### Saved data entries:

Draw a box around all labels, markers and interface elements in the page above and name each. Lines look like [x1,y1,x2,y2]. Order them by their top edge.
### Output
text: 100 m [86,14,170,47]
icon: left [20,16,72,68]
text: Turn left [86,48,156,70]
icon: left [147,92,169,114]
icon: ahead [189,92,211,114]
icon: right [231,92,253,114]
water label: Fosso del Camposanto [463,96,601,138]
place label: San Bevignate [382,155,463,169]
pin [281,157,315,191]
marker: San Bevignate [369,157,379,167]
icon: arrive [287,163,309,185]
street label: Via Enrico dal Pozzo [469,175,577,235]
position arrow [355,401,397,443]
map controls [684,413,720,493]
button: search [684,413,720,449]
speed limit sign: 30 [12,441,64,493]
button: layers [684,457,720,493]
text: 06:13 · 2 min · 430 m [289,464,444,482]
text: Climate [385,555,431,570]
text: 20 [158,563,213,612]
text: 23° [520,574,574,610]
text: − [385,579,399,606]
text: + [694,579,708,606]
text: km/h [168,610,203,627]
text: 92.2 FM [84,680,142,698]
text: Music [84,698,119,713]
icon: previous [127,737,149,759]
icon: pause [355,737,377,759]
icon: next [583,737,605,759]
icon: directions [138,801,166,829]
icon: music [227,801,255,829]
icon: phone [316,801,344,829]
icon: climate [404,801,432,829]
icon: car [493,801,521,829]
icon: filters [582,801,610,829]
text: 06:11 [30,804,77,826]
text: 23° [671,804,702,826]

### YOUR INSTRUCTIONS:
Keeping each line exactly as it is, retype all of the data.

### ANSWER:
Draw a box around all labels, markers and interface elements in the page above and name each. Lines look like [x1,y1,x2,y2]. Order them by their top edge.
### Output
text: 100 m [86,14,170,47]
icon: left [20,16,72,68]
text: Turn left [86,48,156,70]
icon: left [147,92,169,114]
icon: ahead [189,92,211,114]
icon: right [231,92,253,114]
water label: Fosso del Camposanto [463,96,601,138]
place label: San Bevignate [382,155,463,169]
pin [281,157,315,191]
marker: San Bevignate [369,157,379,167]
icon: arrive [287,163,309,185]
street label: Via Enrico dal Pozzo [469,175,577,235]
position arrow [355,401,397,443]
map controls [684,413,720,493]
button: search [684,413,720,449]
speed limit sign: 30 [12,441,64,493]
button: layers [684,457,720,493]
text: 06:13 · 2 min · 430 m [289,464,444,482]
text: Climate [385,555,431,570]
text: 20 [158,563,213,612]
text: 23° [520,574,574,610]
text: − [385,579,399,606]
text: + [694,579,708,606]
text: km/h [168,610,203,627]
text: 92.2 FM [84,680,142,698]
text: Music [84,698,119,713]
icon: previous [127,737,149,759]
icon: pause [355,737,377,759]
icon: next [583,737,605,759]
icon: directions [138,801,166,829]
icon: music [227,801,255,829]
icon: phone [316,801,344,829]
icon: climate [404,801,432,829]
icon: car [493,801,521,829]
icon: filters [582,801,610,829]
text: 06:11 [30,804,77,826]
text: 23° [671,804,702,826]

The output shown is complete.